# Chamonix brand?



## TallKat (Nov 15, 2019)

Does anyone have any info on the Chamonix brand - seems new cant find alot of first hand reviews of things. Was wondering about the quality of their bindings and boards.


----------



## WigMar (Mar 17, 2019)

They seem to be a cash grab type company. They came outta nowhere with a full catalogue of AliExpress type gear...? Probably made out of old stock material and on older molds. Probably better to buy something used I'd guess.


----------



## Rodpwnz (Aug 1, 2019)

I had thought they were the "house.com" brand snowboard - heard that from somewhere but never could verify it. Just tried live chatting a house rep on their website and asked about the chamonix boards but didn't get an answer...I'd personally avoid them and pay the 20% more for a more reputable company.


----------



## TallKat (Nov 15, 2019)

Rodpwnz said:


> I had thought they were the "house.com" brand snowboard - heard that from somewhere but never could verify it. Just tried live chatting a house rep on their website and asked about the chamonix boards but didn't get an answer...I'd personally avoid them and pay the 20% more for a more reputable company.

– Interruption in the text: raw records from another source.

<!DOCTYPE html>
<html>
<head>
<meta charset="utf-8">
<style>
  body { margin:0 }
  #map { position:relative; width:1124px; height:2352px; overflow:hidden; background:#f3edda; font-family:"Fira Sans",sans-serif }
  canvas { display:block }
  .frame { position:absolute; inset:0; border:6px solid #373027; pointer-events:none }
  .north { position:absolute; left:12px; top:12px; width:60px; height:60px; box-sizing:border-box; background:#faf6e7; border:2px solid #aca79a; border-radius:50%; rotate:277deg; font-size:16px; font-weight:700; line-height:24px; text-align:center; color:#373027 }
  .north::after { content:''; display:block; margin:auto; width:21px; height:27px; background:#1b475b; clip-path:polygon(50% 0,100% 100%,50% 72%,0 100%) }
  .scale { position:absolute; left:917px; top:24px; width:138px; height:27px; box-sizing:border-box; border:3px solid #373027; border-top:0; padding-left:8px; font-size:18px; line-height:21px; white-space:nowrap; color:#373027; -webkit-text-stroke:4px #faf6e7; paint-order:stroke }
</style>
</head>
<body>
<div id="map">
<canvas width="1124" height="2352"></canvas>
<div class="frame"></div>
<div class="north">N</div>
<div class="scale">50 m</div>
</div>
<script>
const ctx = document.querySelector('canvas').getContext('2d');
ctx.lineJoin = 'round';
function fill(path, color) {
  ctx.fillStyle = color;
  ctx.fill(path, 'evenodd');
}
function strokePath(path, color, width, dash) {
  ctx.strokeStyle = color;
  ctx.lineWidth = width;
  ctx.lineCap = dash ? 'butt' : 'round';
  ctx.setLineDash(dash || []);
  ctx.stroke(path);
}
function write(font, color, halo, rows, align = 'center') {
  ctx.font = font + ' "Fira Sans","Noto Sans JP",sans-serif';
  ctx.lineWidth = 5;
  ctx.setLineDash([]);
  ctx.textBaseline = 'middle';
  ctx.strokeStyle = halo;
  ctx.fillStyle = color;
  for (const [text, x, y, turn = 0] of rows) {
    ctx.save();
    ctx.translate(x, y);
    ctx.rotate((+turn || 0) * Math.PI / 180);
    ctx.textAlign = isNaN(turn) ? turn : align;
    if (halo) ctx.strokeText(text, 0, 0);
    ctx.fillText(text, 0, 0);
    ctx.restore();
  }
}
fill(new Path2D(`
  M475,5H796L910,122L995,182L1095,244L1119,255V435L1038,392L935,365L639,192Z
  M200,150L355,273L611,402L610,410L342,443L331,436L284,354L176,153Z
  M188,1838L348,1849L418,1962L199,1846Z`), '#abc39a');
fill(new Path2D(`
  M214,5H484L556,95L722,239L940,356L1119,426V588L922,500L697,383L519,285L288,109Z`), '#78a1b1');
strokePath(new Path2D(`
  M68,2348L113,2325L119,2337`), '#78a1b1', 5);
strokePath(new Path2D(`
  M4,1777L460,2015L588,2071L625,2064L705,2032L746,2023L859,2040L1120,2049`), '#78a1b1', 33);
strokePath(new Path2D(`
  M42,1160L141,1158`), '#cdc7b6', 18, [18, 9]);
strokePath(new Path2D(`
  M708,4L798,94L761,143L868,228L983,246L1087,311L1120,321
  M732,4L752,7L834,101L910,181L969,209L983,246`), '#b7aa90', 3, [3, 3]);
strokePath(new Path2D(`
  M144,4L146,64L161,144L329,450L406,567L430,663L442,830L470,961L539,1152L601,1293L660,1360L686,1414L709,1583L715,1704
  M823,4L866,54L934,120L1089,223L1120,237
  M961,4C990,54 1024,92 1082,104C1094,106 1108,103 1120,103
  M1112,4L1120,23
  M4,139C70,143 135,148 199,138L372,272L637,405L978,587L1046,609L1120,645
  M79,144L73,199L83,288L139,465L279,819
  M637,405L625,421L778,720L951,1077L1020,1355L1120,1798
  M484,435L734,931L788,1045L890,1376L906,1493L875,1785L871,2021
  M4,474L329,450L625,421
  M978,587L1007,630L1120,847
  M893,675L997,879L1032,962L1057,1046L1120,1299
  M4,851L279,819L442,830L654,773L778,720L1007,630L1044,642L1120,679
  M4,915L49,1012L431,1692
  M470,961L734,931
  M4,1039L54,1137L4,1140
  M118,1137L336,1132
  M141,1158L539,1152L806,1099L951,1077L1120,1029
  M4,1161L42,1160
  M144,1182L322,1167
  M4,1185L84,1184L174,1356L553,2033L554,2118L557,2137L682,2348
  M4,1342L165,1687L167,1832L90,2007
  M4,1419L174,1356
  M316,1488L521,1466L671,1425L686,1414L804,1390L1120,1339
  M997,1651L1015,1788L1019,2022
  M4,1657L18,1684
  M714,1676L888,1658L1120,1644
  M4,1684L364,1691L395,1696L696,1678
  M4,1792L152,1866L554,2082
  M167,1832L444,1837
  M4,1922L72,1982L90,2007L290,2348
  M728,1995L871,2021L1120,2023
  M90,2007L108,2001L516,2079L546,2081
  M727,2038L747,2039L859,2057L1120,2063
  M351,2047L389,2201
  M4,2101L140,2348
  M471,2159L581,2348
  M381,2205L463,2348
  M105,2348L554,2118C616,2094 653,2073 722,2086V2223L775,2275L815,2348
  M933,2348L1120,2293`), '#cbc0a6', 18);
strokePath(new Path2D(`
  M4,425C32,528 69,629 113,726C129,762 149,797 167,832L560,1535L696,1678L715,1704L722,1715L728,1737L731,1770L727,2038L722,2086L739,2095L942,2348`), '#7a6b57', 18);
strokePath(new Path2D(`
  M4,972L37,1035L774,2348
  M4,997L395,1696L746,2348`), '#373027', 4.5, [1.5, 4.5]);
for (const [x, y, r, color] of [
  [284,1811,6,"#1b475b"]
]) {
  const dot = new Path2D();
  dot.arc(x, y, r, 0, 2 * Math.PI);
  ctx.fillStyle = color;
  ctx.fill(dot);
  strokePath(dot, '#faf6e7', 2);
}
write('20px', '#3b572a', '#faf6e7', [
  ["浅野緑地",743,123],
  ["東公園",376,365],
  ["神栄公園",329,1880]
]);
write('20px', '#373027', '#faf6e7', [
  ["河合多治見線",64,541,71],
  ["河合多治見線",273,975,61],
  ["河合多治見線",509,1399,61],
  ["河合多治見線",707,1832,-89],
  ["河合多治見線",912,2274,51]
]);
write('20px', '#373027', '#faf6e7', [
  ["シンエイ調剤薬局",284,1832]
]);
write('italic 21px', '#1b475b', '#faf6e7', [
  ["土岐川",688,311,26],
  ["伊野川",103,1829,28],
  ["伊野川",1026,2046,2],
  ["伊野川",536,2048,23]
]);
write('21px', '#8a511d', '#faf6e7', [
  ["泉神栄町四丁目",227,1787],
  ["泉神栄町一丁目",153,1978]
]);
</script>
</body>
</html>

thanks for looking into it - strange they wouldnt answer


----------



## Scalpelman (Dec 5, 2017)

Ha. I was just looking at that site and thought the same thing. What the hell is chamonix and why does everything seem so cheap. Glad I opted for the nitro pantera for $330!!!! Yeah baby can’t wait til we get a few more dumps.


----------



## BurtonAvenger (Aug 14, 2007)

It's The Houses in store brand. It's all low to mid level gear based off open molds and what not. Saw some of it in the wild and lets just say it was questionable at best for quality.


----------



## keel_bright (Jan 13, 2013)

The bindings on their website seem to be the same as these Firefly bindings which I've seen in person which are absolute crap in terms of quality and construction; absolute shit all the way down to the type of plastic they're using.


----------



## TallKat (Nov 15, 2019)

you're right ... those look exactly the same --- interesting


----------



## D_Andrei (Jun 13, 2019)

Firefly is an in house brand for sports goods retailer Intersport in Europe. They probably come out of the same factory in Austria.


----------



## shid0 (Nov 3, 2019)

Im riding the "Chamonix Finished line wide" (camber/rocker/camber) hybrid profile. so far so good. Not bad for the price point, whatever board on park.


----------